Tally the lines below that hold the string "stream", and give only the tally.

Records to process
________________________

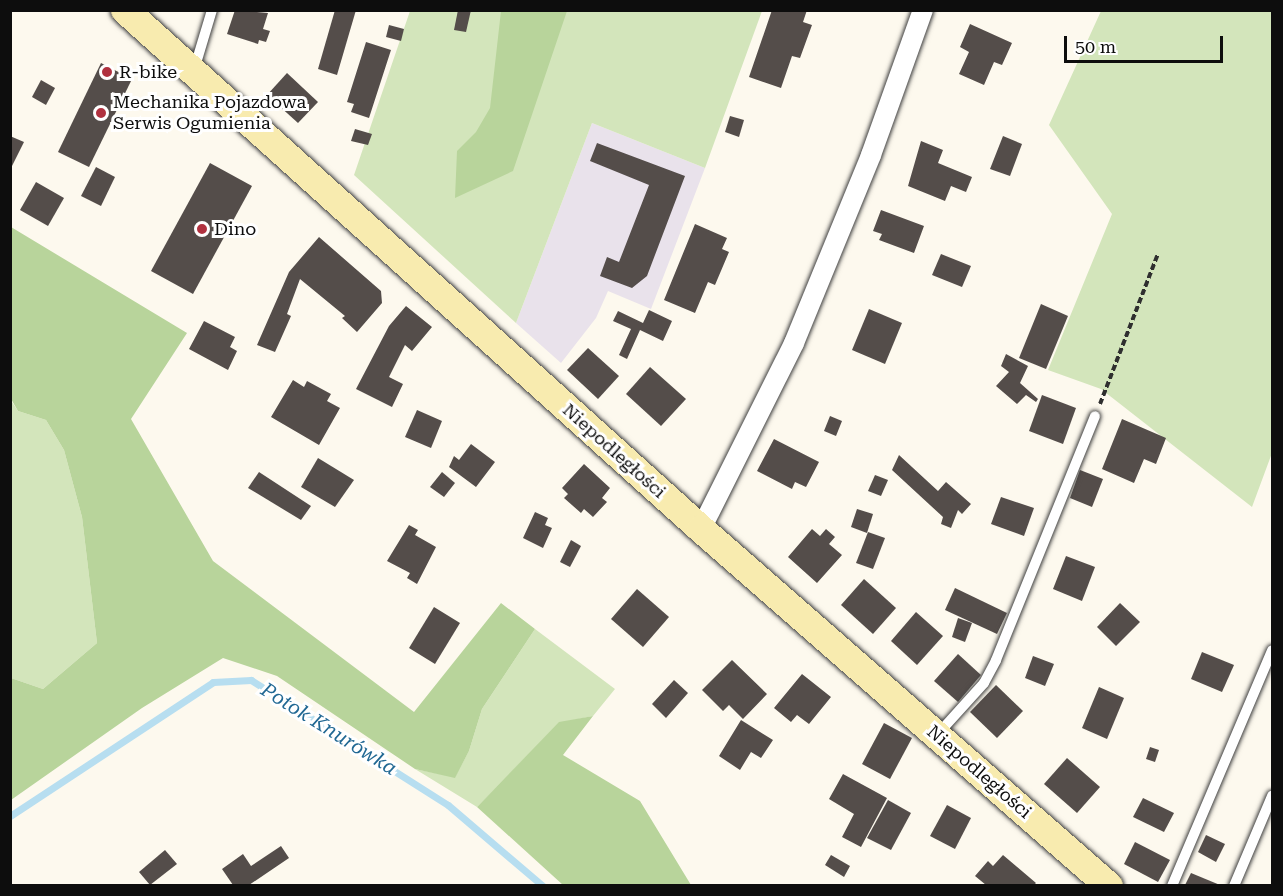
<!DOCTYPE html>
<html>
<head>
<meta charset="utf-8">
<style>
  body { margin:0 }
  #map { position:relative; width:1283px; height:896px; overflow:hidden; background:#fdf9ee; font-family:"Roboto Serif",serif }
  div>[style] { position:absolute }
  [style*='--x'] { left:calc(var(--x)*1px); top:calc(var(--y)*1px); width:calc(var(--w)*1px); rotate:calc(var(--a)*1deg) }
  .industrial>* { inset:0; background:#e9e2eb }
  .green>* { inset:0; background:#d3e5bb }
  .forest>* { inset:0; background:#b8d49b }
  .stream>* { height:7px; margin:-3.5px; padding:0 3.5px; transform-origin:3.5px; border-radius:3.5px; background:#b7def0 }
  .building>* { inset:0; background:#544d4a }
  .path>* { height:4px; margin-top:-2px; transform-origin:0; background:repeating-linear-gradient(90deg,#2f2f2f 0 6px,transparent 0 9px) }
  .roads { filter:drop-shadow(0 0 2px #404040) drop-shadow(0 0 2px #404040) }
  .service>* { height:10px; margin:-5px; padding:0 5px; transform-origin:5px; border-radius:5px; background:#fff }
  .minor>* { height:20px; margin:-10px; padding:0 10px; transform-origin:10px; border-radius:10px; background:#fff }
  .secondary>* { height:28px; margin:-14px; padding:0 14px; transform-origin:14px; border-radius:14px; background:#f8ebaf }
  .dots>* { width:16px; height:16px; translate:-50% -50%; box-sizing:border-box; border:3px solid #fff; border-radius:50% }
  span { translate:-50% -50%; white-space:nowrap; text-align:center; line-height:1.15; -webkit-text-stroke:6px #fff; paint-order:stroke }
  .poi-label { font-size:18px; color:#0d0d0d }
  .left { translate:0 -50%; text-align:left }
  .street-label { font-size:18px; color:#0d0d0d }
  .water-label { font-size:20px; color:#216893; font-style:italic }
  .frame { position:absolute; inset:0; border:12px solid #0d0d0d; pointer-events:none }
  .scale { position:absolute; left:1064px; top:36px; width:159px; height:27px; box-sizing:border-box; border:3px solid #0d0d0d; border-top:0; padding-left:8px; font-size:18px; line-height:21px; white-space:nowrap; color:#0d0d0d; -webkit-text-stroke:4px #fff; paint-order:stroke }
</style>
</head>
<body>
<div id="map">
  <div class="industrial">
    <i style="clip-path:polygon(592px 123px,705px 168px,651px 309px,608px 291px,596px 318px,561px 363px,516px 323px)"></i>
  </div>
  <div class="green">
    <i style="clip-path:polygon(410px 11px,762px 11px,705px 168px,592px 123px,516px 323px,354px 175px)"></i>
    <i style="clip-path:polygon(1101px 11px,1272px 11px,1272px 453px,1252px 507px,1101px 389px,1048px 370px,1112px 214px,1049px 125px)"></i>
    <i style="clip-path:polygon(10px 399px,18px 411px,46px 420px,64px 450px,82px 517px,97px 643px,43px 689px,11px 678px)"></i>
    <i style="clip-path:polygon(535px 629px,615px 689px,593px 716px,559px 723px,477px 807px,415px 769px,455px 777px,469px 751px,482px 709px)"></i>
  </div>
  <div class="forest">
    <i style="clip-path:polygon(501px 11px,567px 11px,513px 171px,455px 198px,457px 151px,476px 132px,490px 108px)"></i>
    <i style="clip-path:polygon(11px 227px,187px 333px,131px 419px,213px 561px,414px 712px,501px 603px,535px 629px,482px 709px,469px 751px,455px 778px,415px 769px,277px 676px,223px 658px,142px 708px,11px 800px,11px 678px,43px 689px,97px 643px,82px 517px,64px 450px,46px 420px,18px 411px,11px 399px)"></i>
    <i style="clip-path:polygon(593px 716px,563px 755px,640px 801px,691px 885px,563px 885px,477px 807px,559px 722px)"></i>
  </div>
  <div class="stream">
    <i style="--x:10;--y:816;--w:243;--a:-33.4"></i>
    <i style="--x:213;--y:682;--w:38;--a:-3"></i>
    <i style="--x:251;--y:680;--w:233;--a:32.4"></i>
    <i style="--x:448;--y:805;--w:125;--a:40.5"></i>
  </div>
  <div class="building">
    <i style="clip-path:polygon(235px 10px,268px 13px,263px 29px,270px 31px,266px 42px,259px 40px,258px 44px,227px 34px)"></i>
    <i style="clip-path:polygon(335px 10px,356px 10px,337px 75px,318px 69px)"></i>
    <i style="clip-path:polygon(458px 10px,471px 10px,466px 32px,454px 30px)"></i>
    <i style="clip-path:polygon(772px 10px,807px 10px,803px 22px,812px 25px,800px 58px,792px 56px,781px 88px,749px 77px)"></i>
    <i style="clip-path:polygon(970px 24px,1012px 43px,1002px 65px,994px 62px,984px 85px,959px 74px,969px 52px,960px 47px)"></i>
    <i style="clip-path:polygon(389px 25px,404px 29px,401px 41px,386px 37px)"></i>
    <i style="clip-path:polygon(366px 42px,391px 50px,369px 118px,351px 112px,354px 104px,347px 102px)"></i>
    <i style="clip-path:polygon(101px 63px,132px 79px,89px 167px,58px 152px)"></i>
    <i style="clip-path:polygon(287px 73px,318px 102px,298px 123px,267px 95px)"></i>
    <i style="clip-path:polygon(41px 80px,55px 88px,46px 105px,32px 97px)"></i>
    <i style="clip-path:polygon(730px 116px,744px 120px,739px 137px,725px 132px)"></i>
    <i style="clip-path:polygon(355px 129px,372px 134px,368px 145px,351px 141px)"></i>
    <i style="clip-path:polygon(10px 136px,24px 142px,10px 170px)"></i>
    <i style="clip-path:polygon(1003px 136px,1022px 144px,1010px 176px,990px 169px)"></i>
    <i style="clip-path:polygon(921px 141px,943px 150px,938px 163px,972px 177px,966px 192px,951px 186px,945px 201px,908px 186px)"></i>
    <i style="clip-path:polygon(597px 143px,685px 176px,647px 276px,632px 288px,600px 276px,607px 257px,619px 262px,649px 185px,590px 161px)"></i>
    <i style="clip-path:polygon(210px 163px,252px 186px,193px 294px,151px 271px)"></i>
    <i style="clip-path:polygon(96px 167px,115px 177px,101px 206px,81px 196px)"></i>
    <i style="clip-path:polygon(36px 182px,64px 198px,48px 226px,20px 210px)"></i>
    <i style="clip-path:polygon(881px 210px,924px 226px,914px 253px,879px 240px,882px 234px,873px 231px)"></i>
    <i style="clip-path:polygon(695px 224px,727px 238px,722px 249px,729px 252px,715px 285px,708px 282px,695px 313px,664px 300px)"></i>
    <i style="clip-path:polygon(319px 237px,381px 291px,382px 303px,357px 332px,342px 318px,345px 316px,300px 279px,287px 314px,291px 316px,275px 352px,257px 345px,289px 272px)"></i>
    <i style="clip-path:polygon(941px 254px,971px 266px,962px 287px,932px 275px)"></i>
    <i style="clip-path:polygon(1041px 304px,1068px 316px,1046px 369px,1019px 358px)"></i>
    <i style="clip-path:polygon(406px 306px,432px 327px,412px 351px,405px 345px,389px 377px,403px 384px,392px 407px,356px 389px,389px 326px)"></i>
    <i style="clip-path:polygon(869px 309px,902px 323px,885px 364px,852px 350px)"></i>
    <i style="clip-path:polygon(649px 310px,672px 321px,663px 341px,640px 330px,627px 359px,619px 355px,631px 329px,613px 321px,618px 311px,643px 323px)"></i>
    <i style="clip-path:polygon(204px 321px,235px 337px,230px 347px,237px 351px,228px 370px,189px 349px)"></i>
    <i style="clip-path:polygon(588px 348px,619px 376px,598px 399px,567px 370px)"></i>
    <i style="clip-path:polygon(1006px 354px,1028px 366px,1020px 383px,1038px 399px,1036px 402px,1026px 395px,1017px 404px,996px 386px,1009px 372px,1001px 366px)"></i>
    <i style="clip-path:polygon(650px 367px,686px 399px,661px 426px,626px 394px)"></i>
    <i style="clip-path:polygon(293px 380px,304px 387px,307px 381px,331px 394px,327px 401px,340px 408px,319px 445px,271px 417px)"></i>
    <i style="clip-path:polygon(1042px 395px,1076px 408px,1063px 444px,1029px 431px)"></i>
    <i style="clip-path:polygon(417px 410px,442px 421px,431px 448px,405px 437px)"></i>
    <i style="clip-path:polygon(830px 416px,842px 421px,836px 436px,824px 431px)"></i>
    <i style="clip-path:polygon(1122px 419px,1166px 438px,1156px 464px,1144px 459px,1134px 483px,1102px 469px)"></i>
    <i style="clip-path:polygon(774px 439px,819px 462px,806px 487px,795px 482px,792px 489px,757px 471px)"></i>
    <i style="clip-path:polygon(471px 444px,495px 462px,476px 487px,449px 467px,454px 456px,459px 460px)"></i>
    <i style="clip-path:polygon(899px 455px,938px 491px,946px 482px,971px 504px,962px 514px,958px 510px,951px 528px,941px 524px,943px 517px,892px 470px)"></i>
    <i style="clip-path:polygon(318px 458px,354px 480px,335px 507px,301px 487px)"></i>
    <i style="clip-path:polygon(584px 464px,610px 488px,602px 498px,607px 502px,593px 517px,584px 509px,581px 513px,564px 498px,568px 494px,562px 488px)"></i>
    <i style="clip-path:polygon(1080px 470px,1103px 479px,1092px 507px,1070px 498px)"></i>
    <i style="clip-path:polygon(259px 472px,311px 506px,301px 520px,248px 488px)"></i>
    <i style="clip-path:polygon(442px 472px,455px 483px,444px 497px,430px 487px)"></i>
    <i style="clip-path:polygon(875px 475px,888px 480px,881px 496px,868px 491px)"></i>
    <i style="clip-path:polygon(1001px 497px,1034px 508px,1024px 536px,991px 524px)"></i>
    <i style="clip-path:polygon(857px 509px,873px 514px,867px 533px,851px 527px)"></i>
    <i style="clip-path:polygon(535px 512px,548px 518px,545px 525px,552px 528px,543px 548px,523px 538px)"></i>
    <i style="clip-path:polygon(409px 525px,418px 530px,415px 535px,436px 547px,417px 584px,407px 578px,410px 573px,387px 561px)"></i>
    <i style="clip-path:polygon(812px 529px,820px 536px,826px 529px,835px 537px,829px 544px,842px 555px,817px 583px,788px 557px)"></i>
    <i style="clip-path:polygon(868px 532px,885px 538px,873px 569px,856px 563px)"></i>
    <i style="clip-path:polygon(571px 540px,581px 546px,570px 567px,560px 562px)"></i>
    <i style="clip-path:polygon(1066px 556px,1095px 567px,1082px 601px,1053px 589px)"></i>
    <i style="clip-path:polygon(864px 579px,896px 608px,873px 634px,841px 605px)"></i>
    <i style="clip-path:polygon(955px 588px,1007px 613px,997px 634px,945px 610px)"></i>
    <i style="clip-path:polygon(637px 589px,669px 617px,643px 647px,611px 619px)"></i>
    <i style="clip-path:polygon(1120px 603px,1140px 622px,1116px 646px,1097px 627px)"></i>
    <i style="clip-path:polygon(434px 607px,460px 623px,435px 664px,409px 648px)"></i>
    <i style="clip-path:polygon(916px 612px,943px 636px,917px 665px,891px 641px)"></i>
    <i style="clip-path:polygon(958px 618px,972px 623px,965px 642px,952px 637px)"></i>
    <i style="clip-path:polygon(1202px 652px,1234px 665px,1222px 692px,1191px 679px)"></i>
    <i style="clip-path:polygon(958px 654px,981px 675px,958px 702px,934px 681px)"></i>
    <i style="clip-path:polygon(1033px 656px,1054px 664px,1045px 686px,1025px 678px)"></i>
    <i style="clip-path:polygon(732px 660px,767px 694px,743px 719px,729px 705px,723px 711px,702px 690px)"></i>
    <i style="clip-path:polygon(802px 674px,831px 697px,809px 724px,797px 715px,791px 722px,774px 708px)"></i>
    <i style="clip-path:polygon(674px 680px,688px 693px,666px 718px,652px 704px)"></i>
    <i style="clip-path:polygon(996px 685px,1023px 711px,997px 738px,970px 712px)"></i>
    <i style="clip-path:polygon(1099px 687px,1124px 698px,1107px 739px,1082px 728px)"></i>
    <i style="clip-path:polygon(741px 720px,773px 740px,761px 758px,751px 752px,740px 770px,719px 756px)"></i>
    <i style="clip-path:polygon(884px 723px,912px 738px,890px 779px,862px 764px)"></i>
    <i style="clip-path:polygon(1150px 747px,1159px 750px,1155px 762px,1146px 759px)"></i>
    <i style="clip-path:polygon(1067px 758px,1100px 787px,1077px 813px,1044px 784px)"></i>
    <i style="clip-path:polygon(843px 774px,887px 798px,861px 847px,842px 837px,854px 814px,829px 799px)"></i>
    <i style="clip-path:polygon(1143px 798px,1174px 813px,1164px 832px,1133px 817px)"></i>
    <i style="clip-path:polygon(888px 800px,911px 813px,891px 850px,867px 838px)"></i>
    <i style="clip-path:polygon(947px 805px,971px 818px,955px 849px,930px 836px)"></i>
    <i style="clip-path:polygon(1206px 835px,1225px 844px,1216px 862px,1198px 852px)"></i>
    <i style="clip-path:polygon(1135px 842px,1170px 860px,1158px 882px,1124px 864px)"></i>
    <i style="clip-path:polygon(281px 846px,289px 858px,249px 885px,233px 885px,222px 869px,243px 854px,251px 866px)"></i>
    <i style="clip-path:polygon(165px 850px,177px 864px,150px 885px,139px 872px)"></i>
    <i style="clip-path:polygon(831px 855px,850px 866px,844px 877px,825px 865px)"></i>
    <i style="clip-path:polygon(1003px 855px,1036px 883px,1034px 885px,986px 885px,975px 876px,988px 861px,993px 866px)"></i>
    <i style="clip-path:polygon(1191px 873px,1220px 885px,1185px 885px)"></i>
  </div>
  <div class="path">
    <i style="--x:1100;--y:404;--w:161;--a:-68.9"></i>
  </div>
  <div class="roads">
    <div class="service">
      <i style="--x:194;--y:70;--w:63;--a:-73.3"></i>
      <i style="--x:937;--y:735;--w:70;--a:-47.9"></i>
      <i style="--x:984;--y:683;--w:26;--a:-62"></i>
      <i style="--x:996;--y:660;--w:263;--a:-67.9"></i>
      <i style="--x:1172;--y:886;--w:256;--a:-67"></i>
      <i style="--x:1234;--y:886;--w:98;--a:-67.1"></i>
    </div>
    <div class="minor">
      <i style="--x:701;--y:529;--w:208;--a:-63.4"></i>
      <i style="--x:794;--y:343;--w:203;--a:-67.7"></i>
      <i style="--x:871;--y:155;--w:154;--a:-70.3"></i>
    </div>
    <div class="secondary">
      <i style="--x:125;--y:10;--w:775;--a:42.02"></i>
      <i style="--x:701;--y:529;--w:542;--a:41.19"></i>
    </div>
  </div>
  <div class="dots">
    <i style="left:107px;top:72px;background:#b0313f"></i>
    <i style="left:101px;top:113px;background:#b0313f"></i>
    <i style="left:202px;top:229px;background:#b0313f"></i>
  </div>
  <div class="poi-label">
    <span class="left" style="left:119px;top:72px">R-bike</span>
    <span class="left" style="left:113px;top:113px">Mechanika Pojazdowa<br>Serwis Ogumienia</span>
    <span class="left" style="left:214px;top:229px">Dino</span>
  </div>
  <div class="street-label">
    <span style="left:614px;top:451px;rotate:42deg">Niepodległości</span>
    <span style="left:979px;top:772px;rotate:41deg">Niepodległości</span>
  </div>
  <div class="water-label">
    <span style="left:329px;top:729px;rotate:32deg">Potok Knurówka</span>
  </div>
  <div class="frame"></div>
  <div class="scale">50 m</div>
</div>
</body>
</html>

________________________

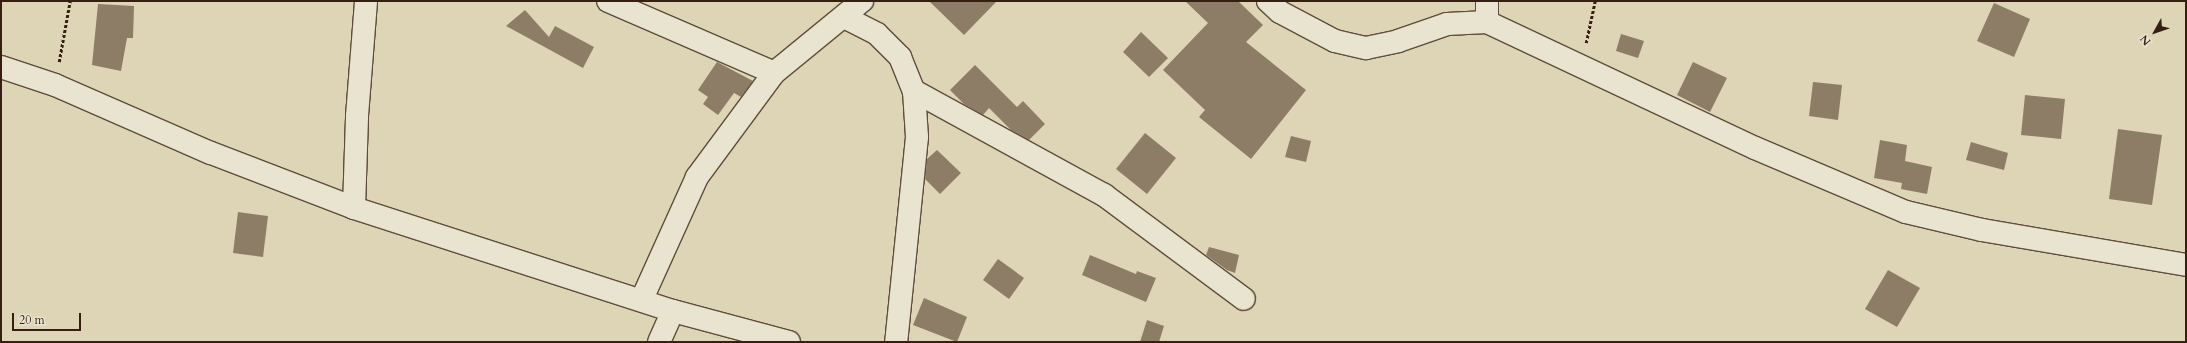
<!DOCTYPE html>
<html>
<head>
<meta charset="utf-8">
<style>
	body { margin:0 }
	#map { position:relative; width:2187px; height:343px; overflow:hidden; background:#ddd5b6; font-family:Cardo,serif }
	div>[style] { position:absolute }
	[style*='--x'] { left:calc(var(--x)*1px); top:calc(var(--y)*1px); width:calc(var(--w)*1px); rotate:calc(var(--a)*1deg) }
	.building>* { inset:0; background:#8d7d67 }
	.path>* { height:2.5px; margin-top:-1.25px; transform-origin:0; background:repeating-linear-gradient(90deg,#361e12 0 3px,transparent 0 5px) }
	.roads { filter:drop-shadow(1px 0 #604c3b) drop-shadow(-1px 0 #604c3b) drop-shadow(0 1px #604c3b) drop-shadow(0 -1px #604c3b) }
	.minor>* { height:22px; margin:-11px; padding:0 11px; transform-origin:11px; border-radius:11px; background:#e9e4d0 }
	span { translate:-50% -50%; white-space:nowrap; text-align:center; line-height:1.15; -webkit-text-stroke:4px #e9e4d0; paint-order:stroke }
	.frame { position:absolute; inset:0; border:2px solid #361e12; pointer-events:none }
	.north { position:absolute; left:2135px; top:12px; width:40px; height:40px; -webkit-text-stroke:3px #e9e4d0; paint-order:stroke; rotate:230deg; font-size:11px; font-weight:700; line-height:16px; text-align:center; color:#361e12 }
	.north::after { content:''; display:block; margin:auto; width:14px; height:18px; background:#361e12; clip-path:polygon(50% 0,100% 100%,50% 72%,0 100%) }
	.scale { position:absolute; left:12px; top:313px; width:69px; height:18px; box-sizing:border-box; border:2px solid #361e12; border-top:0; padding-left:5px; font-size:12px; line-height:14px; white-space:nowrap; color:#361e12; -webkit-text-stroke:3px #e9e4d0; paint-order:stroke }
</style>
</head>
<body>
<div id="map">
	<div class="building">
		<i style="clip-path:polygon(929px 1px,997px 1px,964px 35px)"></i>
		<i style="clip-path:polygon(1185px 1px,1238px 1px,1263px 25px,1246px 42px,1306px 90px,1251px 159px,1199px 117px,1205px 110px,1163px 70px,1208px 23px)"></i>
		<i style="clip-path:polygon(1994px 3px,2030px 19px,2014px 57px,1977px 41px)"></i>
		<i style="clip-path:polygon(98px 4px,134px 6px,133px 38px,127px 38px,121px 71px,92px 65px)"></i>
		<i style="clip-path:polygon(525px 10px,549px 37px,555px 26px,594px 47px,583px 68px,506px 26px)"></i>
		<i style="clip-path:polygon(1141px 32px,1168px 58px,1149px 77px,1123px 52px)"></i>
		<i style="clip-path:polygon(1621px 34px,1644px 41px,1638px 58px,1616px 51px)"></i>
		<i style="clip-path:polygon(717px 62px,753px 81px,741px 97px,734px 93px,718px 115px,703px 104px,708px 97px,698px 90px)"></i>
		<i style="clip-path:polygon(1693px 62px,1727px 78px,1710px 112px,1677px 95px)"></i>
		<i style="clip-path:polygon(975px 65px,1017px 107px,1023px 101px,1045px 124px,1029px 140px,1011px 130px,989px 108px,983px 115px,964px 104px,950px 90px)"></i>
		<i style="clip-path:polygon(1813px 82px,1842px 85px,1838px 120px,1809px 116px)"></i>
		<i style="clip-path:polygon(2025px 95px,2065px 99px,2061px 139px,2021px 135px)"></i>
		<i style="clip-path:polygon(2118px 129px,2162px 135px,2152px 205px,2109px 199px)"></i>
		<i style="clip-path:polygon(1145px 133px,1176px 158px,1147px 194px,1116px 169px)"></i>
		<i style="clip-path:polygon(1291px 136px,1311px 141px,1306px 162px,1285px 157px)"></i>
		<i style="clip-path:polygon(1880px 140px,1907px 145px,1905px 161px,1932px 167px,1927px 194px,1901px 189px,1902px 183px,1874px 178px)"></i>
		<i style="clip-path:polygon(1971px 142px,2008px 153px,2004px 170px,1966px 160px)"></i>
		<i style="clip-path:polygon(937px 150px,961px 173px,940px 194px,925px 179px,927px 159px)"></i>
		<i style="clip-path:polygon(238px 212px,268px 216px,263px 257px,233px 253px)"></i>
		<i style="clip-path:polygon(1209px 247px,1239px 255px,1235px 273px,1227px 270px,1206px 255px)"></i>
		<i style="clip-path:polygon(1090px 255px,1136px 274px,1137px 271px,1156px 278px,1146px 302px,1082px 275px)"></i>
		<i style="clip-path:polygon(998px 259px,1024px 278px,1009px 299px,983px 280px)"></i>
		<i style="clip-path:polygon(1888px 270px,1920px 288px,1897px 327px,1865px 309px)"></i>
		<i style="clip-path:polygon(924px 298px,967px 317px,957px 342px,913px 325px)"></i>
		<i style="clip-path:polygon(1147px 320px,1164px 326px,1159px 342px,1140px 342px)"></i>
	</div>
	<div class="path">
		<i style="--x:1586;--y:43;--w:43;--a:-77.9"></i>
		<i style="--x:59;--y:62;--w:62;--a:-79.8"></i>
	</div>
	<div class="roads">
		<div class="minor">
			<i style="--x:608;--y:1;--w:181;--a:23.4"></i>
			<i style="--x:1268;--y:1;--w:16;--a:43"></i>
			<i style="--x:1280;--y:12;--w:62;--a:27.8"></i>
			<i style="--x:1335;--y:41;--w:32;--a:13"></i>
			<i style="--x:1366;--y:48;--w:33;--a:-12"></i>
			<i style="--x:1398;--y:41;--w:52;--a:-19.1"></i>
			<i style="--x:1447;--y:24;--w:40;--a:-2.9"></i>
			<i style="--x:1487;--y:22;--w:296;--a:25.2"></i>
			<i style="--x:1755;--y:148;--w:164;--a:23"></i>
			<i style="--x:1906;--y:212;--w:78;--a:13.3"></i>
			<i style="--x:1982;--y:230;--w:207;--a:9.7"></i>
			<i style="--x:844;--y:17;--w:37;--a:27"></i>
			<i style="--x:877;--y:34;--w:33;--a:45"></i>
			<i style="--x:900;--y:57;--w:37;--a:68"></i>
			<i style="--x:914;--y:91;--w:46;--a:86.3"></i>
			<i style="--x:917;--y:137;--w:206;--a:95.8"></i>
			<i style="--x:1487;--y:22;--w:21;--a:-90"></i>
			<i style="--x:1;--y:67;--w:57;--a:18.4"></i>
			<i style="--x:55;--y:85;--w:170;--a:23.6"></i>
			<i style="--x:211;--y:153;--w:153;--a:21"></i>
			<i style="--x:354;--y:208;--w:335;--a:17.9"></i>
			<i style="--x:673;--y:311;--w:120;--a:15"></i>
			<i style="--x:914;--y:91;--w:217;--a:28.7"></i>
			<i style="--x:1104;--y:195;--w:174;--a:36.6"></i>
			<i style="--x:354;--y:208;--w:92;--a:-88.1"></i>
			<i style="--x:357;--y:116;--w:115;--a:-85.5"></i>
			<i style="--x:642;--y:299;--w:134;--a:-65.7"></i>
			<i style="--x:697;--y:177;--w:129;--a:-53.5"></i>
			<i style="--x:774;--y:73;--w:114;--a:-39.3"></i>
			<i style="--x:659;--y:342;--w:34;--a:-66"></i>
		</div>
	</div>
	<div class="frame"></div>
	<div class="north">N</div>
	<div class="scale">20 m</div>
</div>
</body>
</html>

________________________

Completed exercise
2